Second-quarter net income dropped 9 per cent to 31.4 million euros ($49 million), the Rome-based company said last week. That about matched the 31.3 million euro median of eight analysts' estimates compiled by Bloomberg.
Chief Executive Officer Francesco Trapani said sales and profit would grow between 8 and 10 per cent this year excluding exchange-rate effects, the low end of a previously announced range, citing "difficult macroeconomic conditions in key markets."
Bvlgari's growth has trailed rivals including Cartier maker Cie. Financiere Richemont SA that expanded earlier in fast-growing developing economies, such as China.
"Things in the world have only gotten worse since we issued our guidance, so we wanted to be more prudent," Trapani said in a telephone interview last week. "We are focused on growing in markets that are brilliant, such as China, Hong Kong, Taiwan, South Korea, Russia and the Middle East."
In March, Bvlgari forecast profit and sales growth between 8 and 12 per cent excluding currencies. Italy is "suffering the most," Trapani said.
Sales of watches also fell 11 per cent in the quarter because of production problems following the late delivery of components, Trapani said.
Second-quarter sales rose 4.8 per cent to 274.7 million euros, above the survey's 271.4 million-euro median estimate. Still, Bvlgari said sales fell 21 per cent in the Americas and 4.5 per cent in its home market in the second quarter. Retail sales in Italy have been declining for 17 straight months.
The jeweller opened stores in Hong Kong, Shanghai and Macau in the first six months to benefit from demand for luxury goods in the region, which has propelled growth for rivals.
Richemont reported first-quarter sales growth that beat analysts' estimates on July 16 after China displaced the US as the main market for Piaget watches and Cartier necklaces.
Bvlgari got about 30 per cent of its sales between the US and Italy last year. It gets 33 per cent from emerging markets in Asia, eastern Europe and the Middle East, according to estimates from Sanford C. Bernstein analyst Luca Solca.
That compares with about 44 per cent for Swatch Group AG, 39 per cent for LVMH Moet Hennessy Louis Vuitton SA, 39 per cent for Richemont and 38 per cent for Boucheron and Gucci owner PPR SA, Solca said.
"LVMH, Richemont and PPR have moved quickly to expand in emerging markets, and this is helping them even more than their luxury positioning due to subdued demand in mature markets," Solca said in an e-mailed note.
"Bvlgari is moving in that direction, but still needs to catch up."

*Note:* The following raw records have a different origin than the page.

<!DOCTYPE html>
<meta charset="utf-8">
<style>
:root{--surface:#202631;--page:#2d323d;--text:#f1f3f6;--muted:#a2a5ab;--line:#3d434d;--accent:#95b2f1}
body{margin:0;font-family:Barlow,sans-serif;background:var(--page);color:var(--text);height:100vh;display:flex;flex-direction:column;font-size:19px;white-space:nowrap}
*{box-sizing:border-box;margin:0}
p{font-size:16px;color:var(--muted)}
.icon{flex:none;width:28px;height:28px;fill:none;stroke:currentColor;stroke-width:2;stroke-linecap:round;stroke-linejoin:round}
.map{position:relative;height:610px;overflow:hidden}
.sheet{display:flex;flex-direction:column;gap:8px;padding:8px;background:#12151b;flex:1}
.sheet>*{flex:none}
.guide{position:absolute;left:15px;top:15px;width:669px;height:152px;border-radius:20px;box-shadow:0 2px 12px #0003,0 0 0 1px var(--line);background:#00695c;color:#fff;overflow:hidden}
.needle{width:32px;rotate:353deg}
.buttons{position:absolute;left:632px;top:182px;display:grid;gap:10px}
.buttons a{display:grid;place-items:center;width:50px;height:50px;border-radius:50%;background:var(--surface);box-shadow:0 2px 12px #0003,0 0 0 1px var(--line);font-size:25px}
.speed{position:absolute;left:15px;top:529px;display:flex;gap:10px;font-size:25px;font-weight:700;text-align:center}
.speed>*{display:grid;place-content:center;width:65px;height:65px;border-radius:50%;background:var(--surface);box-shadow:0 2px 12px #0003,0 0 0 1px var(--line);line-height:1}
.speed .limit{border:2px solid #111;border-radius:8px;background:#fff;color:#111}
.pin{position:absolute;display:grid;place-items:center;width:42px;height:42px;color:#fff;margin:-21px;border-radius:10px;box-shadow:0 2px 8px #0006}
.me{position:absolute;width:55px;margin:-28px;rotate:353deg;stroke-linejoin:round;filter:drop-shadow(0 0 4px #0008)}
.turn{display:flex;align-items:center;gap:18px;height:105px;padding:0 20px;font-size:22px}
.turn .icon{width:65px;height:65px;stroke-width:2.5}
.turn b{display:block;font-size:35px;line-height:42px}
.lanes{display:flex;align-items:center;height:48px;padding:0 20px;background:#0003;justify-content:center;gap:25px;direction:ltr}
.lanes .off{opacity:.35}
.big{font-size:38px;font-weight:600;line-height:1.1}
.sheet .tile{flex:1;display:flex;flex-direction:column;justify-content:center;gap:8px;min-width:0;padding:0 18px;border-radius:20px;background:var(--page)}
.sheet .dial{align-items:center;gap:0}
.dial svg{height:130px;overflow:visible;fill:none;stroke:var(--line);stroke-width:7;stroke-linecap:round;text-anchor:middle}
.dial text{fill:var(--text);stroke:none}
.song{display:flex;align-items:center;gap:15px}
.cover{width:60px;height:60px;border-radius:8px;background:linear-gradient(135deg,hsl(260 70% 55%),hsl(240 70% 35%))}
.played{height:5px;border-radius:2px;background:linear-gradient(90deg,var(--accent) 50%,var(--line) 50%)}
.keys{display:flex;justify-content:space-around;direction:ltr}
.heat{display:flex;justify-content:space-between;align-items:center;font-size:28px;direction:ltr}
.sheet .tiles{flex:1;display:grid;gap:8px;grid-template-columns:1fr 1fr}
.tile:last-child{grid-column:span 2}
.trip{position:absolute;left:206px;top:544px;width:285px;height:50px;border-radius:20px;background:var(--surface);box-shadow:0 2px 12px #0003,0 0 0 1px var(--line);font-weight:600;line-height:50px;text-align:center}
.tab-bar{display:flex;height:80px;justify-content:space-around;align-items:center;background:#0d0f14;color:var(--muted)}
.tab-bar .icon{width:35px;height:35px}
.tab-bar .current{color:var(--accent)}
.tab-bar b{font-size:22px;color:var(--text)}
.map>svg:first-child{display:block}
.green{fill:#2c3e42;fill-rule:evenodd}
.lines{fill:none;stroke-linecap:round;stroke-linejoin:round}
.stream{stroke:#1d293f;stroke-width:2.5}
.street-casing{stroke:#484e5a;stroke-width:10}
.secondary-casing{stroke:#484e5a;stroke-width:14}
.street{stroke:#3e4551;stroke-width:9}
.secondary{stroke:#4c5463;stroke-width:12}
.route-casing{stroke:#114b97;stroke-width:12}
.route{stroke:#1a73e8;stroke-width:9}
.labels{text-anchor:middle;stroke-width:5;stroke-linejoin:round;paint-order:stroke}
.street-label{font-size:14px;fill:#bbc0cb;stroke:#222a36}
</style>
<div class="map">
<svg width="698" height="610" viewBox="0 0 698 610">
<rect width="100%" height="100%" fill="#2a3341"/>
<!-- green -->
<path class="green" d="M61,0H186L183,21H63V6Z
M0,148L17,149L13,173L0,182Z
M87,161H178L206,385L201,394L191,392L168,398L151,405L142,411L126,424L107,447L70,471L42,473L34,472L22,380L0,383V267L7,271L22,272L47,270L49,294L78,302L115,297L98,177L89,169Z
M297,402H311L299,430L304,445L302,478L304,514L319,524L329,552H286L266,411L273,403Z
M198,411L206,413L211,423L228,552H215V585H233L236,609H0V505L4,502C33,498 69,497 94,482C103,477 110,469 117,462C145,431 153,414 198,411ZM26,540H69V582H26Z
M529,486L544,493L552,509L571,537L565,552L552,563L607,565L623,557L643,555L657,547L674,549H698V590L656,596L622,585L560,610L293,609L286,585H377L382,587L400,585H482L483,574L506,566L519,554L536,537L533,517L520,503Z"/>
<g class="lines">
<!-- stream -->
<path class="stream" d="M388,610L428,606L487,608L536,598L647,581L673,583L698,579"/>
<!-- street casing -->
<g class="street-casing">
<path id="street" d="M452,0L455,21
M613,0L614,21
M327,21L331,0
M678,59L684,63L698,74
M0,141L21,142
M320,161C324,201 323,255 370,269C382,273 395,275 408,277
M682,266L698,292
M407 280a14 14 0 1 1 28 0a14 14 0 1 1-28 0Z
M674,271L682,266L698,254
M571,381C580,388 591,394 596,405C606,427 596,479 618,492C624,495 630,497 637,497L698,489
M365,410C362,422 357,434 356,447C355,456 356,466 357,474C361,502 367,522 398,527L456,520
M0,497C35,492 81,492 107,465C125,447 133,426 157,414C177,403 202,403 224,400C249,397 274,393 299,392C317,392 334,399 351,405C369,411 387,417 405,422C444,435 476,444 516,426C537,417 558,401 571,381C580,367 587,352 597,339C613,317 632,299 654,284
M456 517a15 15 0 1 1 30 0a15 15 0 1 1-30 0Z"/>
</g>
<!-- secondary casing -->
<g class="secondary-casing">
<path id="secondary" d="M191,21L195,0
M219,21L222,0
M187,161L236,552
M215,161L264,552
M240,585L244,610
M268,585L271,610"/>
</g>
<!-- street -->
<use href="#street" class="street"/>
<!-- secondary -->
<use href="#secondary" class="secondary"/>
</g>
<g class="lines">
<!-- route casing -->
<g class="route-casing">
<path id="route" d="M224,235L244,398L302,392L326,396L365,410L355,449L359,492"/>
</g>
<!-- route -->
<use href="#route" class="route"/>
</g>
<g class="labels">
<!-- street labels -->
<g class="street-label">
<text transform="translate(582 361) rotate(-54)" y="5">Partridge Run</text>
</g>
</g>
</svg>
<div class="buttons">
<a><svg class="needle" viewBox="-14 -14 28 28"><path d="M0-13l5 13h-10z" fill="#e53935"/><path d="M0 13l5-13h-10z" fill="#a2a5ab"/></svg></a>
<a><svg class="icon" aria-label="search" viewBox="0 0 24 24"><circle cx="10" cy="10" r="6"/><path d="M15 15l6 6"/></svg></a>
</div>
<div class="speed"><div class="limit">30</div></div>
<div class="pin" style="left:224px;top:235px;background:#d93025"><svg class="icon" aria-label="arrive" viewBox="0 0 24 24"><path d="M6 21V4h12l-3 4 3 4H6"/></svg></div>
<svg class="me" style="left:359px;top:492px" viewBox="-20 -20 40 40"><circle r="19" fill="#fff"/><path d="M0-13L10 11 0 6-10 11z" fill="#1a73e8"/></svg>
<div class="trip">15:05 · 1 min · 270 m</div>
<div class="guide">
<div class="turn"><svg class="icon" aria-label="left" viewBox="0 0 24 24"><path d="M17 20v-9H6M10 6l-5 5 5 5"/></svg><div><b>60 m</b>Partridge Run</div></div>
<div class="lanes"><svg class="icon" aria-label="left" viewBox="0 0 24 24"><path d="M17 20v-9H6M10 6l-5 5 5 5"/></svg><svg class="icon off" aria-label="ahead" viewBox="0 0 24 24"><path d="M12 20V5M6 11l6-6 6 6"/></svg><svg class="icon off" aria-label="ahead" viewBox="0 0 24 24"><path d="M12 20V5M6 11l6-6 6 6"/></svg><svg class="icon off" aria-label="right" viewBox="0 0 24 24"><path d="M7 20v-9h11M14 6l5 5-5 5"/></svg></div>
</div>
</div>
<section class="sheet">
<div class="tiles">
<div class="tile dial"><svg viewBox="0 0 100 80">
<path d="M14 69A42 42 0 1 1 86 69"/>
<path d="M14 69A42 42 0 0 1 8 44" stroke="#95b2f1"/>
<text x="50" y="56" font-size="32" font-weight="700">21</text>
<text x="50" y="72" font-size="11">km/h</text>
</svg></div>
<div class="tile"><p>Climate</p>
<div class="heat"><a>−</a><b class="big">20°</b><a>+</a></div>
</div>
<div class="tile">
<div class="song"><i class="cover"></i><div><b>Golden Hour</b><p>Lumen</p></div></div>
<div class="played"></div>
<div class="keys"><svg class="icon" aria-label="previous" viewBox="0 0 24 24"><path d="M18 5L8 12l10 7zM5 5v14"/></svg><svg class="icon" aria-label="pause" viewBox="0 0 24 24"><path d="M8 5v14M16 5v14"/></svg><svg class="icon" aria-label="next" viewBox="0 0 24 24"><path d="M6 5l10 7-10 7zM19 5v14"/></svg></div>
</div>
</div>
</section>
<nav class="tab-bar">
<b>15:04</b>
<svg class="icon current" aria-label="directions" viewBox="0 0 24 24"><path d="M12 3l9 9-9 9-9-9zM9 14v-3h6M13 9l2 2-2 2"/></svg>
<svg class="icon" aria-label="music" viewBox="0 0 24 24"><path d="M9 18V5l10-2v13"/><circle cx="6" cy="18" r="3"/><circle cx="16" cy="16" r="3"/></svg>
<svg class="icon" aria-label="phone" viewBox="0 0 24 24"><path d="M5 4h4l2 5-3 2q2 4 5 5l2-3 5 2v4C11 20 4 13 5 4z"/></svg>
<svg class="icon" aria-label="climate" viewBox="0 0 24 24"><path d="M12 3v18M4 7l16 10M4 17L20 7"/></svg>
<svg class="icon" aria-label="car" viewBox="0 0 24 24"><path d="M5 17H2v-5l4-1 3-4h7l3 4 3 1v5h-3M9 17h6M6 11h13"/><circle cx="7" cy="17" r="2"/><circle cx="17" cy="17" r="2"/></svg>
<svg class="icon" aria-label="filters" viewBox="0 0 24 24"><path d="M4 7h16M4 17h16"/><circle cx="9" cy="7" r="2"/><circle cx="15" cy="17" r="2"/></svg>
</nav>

Bvlgari reported after the close of Milan stock trading on Friday. The shares fell 13 cents, or 1.8 per cent, to 6.91 euros, bringing the drop in 2008 to 28 per cent, exceeding the Bloomberg European Fashion Index's 20 per cent loss.
Sales in Asia rose 9.8 per cent. Revenue in Japan picked up from the first quarter, with a 6.7 per cent gain, after the company opened two flagship stores in Tokyo at the end of last year. Sales in the Middle East rose 11 per cent.
Perfume led Bvlgari's revenue growth in the period, with an increase of 26 per cent, thanks to the introduction of Aqua Marine and Jasmine Noir. That was followed by jewellry with a 5.2 per cent gain.
Richemont, the world's largest jewellery maker, sells luxury goods in more than 230 stores in China. The company also has a network of 30 stores across Russia and former Soviet Union countries to sell its products.